## TEMP REWORK NOTEBOOK FOR DISTANCE CALC TABLE

In [68]:
# Dependencies
import os
import sys
import pandas as pd
import numpy as np
import geopy
from geopy.distance import geodesic

In [69]:
## Paths to source data

# schedule_path = os.path.join('..', 'data', 'schedule', '2024_current.csv')
schedule_path = os.path.join('..', 'data', 'schedule', 'CHN_Schedule_First Pass_v1.csv')
schedule_data = pd.read_csv(schedule_path)
raw_schedule_df = schedule_data.copy()

# ARENA INFO FILE
arena_path = os.path.join('..', 'data', 'arena_school_info.csv')
arena_data = pd.read_csv(arena_path)
arena_info_df = arena_data.copy()

# NEUTRAL SITE ARENA INFORMATION FILE
neutral_path = os.path.join('..', 'data', 'neutral_arenas_2024.csv')
neutral_arenas_df = pd.read_csv(neutral_path)

# Display data
# schedule_data.head()
# schedule_data.tail()
# arena_data.head()
# neutral_arenas_df.tail()

In [70]:
# Complete refactored code block with corrections
## Ensure the Data column in the schedule data is in datetime format
raw_schedule_df['Date'] = pd.to_datetime(raw_schedule_df['Date'])

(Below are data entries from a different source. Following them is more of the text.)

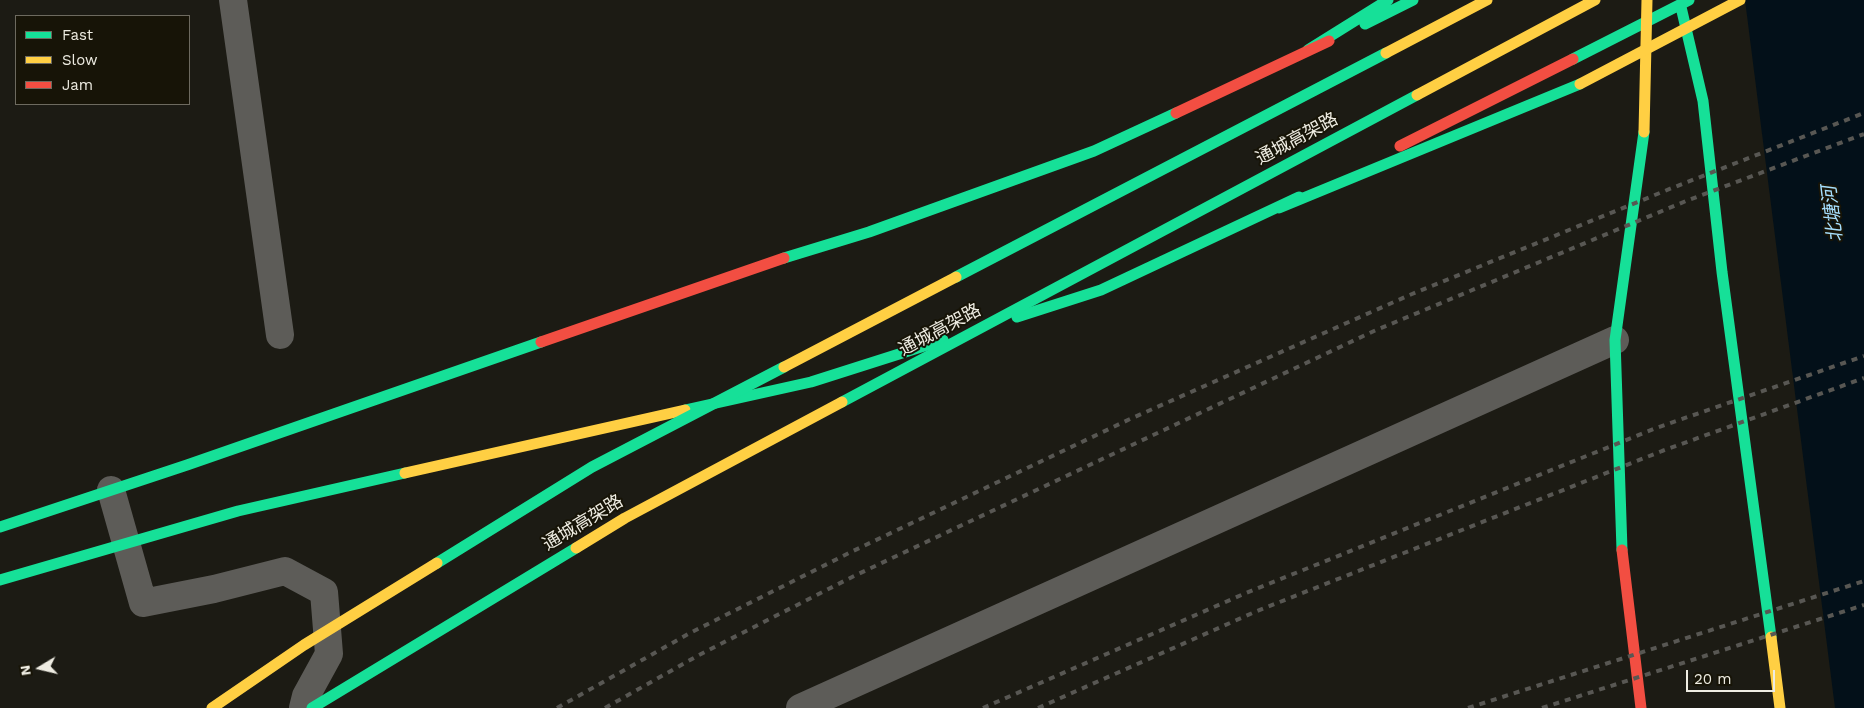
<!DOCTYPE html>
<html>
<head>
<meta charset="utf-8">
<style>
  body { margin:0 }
  #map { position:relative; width:1864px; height:708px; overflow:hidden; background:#1c1b14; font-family:"Work Sans",sans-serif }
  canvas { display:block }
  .legend { position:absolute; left:15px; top:15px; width:175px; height:90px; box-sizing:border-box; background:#171407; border:1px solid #6d6a5f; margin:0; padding:6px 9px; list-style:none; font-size:15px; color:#eeece2 }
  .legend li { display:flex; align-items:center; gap:10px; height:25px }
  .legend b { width:25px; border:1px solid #6d6a5f }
  .north { position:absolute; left:15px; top:643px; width:50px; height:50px; -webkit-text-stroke:4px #171407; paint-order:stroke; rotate:261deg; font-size:14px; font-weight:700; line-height:20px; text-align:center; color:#eeece2 }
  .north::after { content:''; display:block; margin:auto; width:18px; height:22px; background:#eeece2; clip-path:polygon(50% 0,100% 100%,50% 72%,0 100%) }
  .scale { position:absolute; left:1686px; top:670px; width:89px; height:22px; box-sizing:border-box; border:2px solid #eeece2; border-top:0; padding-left:6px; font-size:15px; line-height:18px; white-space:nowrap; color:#eeece2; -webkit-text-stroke:4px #171407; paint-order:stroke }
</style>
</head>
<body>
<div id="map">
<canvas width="1864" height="708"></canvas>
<ul class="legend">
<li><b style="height:6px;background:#16e098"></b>Fast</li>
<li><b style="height:6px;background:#ffcf43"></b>Slow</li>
<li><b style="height:6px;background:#f24e42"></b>Jam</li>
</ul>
<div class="north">N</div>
<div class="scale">20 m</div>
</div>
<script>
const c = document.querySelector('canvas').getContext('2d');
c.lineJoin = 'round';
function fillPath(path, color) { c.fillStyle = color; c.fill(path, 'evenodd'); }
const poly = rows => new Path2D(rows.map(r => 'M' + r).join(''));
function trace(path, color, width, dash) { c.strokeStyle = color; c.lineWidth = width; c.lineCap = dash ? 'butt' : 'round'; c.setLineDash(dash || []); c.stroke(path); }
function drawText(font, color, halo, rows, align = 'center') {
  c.font = font + ' "Work Sans","Noto Sans SC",sans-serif'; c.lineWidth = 4; c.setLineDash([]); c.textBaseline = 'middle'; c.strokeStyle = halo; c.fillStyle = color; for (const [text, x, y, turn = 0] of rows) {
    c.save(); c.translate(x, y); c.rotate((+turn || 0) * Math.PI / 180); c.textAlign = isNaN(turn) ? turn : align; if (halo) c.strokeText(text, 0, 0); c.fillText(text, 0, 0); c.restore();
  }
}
const water = poly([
  [1745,0,1864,0,1864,708,1835,708]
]);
const street = poly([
  [233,0,280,335],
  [111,490,143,603,214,589,285,571,324,592,329,654,306,696,303,708],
  [800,708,1615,340]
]);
const fast = poly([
  [1681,7,1703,101,1722,272,1771,637],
  [1365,24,1413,0],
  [1308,50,1388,0],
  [1573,59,1689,0],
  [1279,208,1580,84],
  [784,258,869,232,1094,151,1176,113],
  [1017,317,1101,290,1299,197],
  [685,410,811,382,943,340],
  [0,527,187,465,541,342],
  [1622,550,1615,340,1644,132],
  [0,580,238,511,405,473]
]);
const slow = poly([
  [1644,132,1647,0],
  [405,473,685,410],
  [1771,637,1780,708]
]);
const jam = poly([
  [1176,113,1329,41],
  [1400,146,1573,59],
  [541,342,784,258],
  [1622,550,1641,708]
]);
const rail = poly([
  [557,708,690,633,851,552,1130,419,1412,294,1672,188,1864,113],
  [605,708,699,655,854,576,1374,331,1686,201,1864,134],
  [983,708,1246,593,1656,428,1864,356],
  [1038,708,1257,611,1662,451,1864,378],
  [1468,708,1864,581],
  [1542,708,1864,605]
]);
const fastBridge = poly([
  [956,277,1386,53],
  [842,402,1417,95],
  [437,563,592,467,784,367],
  [312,708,576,548]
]);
const slowBridge = poly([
  [1386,53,1487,0],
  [1580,84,1740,0],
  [1417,95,1595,0],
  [784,367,956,277],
  [576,548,625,518,842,402],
  [212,708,304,645,437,563]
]);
const streetNames = [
  ["通城高架路",1297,139,-28],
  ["通城高架路",940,330,-28],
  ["通城高架路",583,523,-31]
];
const waterNames = [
  ["北塘河",1833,214,-97]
];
fillPath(water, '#031019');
trace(street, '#5d5c58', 28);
trace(fast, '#16e098', 11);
trace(slow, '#ffcf43', 11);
trace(jam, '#f24e42', 11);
trace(rail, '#585753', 4, [6, 6]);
trace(fastBridge, '#16e098', 11);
trace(slowBridge, '#ffcf43', 11);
drawText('18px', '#eeece2', '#171407', streetNames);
drawText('italic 19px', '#a6dffd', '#171407', waterNames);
</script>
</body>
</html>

from geopy.distance import geodesic

# ## Remove ' from all Team columns
raw_schedule_df['Home_Team'] = raw_schedule_df['Home_Team'].str.replace("'", "")
raw_schedule_df['Away_Team'] = raw_schedule_df['Away_Team'].str.replace("'", "")

# Helper function to calculate distance between two sets of coordinates
def calculate_distance(coord1, coord2):
    if pd.notna(coord1[0]) and pd.notna(coord2[0]):
        return geodesic(coord1, coord2).miles
    return 0

# Step 1: Filter out exhibition games, games with "TBA", and games with "/" in team names
raw_schedule_filtered = raw_schedule_df[
    (raw_schedule_df['Conference'] != 'Exhibition') &
    (~raw_schedule_df['Away_Team'].str.contains('TBA')) &
    (~raw_schedule_df['Home_Team'].str.contains('TBA')) &
    (~raw_schedule_df['Away_Team'].str.contains('/')) &
    (~raw_schedule_df['Home_Team'].str.contains('/'))
]

# Step 2: Flag neutral site games using the 'Flag' column from the neutral arenas table
def is_neutral_game(row, flags):
    # Check for flags in both Conference and Game_Notes columns
    conference_match = any(flag in str(row['Conference']) for flag in flags)
    notes_match = any(flag in str(row['Game_Notes']) for flag in flags)
    return conference_match or notes_match

neutral_flags = neutral_arenas_df['Flag'].tolist()
raw_schedule_filtered['Is_Neutral_Game'] = raw_schedule_filtered.apply(is_neutral_game, axis=1, flags=neutral_flags)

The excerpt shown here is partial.